I spent my weekend cleaning my house (and doing a spot o' drywall repair--turned out pretty good) in preparation for my mother's arrival this Friday. As I was pondering how it can take so many hours to clean such a small house, I realized it was because I was too easily sidetracked by minutiae:
  • I wasn't just putting my CDs in the rack, I was alphabetizing them
  • I wasn't just dusting, I was rearranging the contents of my shelves
  • I wasn't just cleaning my desk, I was separating my writing utensils by type
I do this in my work sometimes too--and it's never a good thing. One of my clients has a quote taped to the wall above her computer that says "Don't let perfection get in the way of good." It's something I should keep in mind.

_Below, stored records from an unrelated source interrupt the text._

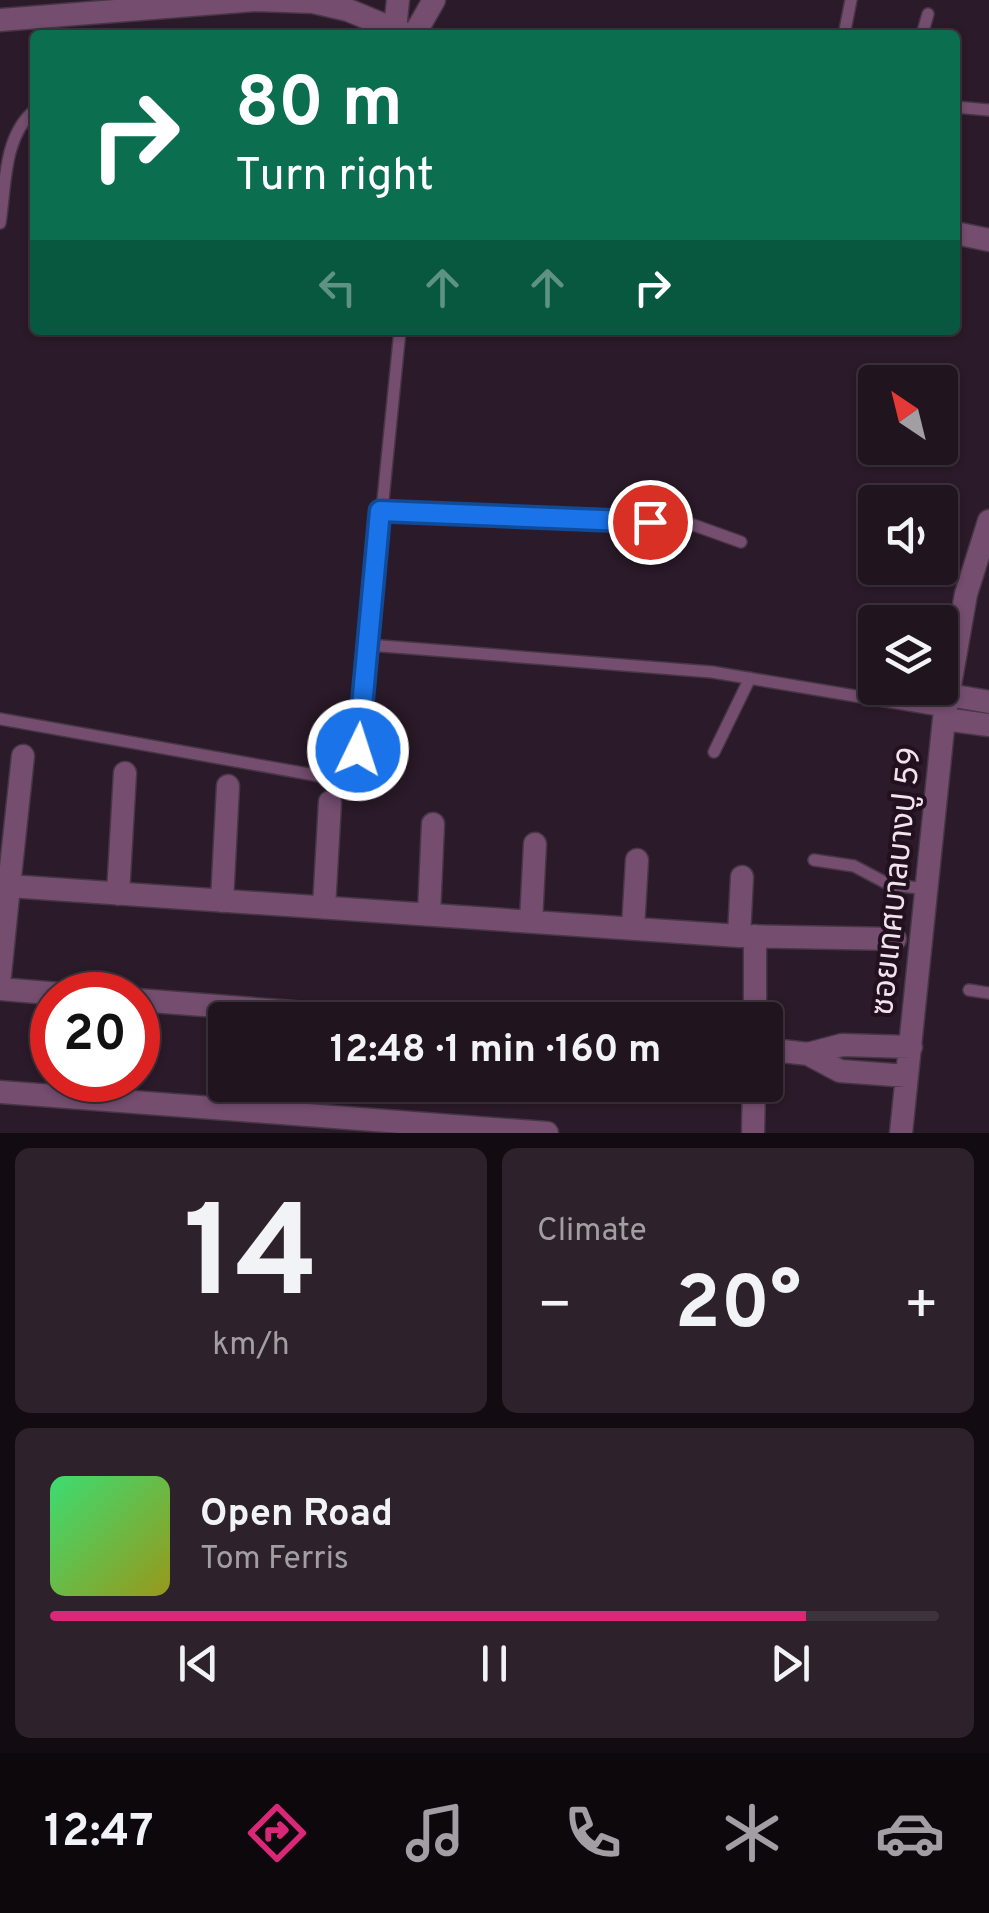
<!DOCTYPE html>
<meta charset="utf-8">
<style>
body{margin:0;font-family:Overpass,"Noto Sans Thai",sans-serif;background:#2d212c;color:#f1f3f6;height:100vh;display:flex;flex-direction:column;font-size:38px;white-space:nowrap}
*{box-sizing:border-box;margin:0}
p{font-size:32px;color:#a29ea4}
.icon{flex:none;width:55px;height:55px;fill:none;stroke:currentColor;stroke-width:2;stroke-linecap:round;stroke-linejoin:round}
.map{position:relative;height:1133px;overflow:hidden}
.sheet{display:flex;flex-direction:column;gap:15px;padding:15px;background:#120b11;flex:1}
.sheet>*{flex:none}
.top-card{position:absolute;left:30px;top:30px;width:930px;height:305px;border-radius:10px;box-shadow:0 2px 8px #0004,0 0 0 2px #3d333d;background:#0b6e4f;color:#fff;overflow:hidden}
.needle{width:65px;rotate:325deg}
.tools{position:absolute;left:858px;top:365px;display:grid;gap:20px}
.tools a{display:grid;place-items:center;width:100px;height:100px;border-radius:10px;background:#20141f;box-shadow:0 2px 8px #0004,0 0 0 2px #3d333d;font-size:50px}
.speed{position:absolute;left:30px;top:972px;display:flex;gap:20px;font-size:50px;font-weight:700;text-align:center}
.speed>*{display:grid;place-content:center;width:130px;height:130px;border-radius:50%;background:#20141f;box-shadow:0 2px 8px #0004,0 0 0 2px #3d333d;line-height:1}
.speed .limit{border:15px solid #d22;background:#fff;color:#111}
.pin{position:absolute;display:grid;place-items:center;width:85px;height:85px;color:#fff;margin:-42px;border:5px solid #fff;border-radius:50%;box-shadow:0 2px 10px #0007}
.me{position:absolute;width:110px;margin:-55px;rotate:4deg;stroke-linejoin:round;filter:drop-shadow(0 0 8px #0008)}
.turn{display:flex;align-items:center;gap:35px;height:210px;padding:0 40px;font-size:45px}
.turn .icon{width:130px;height:130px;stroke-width:2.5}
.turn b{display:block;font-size:70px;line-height:85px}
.lanes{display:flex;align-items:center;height:95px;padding:0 40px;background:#0003;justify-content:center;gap:50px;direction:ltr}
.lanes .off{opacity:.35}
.big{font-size:75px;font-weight:700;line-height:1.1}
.sheet .card{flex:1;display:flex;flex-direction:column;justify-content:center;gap:15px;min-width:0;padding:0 35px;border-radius:15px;background:#2d212c}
.sheet .dial{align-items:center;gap:0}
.dial b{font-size:130px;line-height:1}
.song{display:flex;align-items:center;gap:30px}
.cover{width:120px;height:120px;border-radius:15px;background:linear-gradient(135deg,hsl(140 70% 55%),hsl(60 70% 35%))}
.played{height:10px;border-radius:5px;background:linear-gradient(90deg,#db2777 85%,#3d333d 85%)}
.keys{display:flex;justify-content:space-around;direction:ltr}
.heat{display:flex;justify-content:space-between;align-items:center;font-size:55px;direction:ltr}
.sheet .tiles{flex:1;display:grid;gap:15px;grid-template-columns:1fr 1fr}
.card:last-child{grid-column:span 2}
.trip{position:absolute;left:208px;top:1002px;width:575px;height:100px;border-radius:10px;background:#20141f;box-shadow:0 2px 8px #0004,0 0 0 2px #3d333d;font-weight:700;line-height:100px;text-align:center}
.tab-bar{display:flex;height:160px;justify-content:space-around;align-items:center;background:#0d080c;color:#a29ea4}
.tab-bar .icon{width:70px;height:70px}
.tab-bar .selected{color:#db2777}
.tab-bar b{font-size:45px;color:#f1f3f6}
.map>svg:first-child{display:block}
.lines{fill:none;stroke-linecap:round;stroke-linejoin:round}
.lane-casing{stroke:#473645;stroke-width:14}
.street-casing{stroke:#473645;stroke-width:25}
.lane{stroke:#744d6f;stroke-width:11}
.street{stroke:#744d6f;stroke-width:22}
.route-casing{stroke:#114b97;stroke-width:25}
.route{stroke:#1a73e8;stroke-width:18}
.labels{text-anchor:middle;stroke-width:8;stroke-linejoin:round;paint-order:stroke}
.street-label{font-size:32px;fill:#f0e3ee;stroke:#22101f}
</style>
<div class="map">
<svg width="989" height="1133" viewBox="0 0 989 1133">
<rect width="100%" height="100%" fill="#2b1a29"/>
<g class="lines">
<g class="lane-casing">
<path id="lane" d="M844 35 851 0
M922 35 928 14
M955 107 989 110
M0 223C6 185 3 136 35 110
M380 511 688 523 741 542
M369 645 712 672 945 711
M0 719 331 778 342 779 358 750 400 330
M714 752 750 678
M814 860 854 866 890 885 929 889
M969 990 989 993"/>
</g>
<g class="street-casing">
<path id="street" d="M0 20 256 0 313 2 348 10 408 35
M395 29 398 0
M414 35 434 0
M955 233 989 240
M949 695 989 702
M944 719 989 725
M9 886 23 756
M118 894 125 773
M222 901 228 786
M324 907 330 802
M429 914 433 824
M531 921 535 844
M633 928 637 860
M739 936 742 877
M755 936V1020
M0 975 9 886 739 936 895 939
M0 989 73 995
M138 1000 398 1020
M765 1049 808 1054 842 1045 911 1047
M808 1054 840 1071 907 1076
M0 1092 547 1133
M753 1133 754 1085
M901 1133 944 719 966 594 989 521"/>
</g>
<use href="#lane" class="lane"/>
<use href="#street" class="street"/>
</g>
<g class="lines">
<g class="route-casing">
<path id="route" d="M358 750 380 511 650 522"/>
</g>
<use href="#route" class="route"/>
</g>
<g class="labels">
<g class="street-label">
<text transform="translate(895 881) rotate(-84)" y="11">ซอยเทศบาลบางปู 59</text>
</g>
</g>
</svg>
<div class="tools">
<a><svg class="needle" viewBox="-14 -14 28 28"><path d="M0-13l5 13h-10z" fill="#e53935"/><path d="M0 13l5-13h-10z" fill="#a29ea4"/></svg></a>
<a><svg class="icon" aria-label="sound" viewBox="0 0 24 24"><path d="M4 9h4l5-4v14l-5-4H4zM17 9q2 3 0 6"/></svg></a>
<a><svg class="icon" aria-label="layers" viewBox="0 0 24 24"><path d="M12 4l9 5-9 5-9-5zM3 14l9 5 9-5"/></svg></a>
</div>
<div class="speed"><div class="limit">20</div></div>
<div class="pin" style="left:650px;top:522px;background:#d93025"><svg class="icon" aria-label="arrive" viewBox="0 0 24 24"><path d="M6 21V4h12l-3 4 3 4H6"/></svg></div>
<svg class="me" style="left:358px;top:750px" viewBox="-20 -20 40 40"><circle r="17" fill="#1a73e8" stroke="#fff" stroke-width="3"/><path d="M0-11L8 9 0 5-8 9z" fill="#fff"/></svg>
<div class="trip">12:48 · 1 min · 160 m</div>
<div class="top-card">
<div class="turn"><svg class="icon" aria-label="right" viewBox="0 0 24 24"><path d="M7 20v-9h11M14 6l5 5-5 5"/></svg><div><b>80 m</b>Turn right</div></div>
<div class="lanes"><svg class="icon off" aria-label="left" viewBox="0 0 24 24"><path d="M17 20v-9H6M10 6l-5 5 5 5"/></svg><svg class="icon off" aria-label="ahead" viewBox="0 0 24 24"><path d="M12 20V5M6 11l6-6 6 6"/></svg><svg class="icon off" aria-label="ahead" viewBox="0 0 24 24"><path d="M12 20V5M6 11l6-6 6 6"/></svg><svg class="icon" aria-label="right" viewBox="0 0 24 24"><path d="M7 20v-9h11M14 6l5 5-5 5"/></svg></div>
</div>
</div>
<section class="sheet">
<div class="tiles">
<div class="card dial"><b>14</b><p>km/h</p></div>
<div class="card"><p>Climate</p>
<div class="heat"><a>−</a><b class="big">20°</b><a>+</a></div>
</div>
<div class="card">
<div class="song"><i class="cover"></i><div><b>Open Road</b><p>Tom Ferris</p></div></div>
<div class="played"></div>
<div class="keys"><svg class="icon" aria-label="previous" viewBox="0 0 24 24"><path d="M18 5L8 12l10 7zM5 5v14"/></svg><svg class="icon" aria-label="pause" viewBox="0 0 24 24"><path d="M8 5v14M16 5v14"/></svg><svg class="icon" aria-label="next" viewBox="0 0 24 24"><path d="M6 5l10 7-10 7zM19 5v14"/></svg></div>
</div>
</div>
</section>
<nav class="tab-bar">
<b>12:47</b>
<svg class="icon selected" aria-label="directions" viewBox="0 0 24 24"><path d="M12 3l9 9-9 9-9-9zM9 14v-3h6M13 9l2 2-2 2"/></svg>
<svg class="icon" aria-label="music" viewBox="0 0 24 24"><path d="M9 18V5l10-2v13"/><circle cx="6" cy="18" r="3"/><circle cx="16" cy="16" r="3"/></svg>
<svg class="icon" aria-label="phone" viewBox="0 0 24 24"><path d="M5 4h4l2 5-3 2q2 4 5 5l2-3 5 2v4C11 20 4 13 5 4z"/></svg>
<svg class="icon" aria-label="climate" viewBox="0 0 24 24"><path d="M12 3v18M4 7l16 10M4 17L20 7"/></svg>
<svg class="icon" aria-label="car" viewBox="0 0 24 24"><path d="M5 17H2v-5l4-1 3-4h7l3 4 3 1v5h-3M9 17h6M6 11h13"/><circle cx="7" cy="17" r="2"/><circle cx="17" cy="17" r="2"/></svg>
</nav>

My mother doesn't care if The Pixies precede Poi Dog Pondering, or if Grandma and Grandpa are facing the same direction on the bookshelf, or if my highlighters are mingling with my ballpoints. Of course, it's not quite the same story with my clients--they expect, deserve and pay for a certain level of quality from me--but it's still in my best interest (and theirs, if I'm working against a deadline or a tight budget!) if I take a minute to stop, look at my work, and ask myself if I'm letting perfection get in the way of good.


Angie Ledbetter said...

I treat my slight case of ADD with lots of coffee. *Poof* no more overcleaning and such. :) Have a good visit!

Anne said...

How true, how true! Perfection is such a problematic goal. Getting something "perfect" is also a good way of procrastinating. Either you're too busy to have the time to make it perfect so why even bother, or you spend time with the minutiae of one project to avoid moving on to a project more distasteful.

I hate housework but am always envious of the sparkling clean houses where everything is in its place, so I fall victim to the perfection trap frequently, then become overwhelmed by the impossibility of it all.

Amie said...

Angie, I would be even WORSE if I were caffeinated!

Anne, you may be onto something with the "perfection as form of procrastination" thing . . . I am a highly-skilled procrastinator!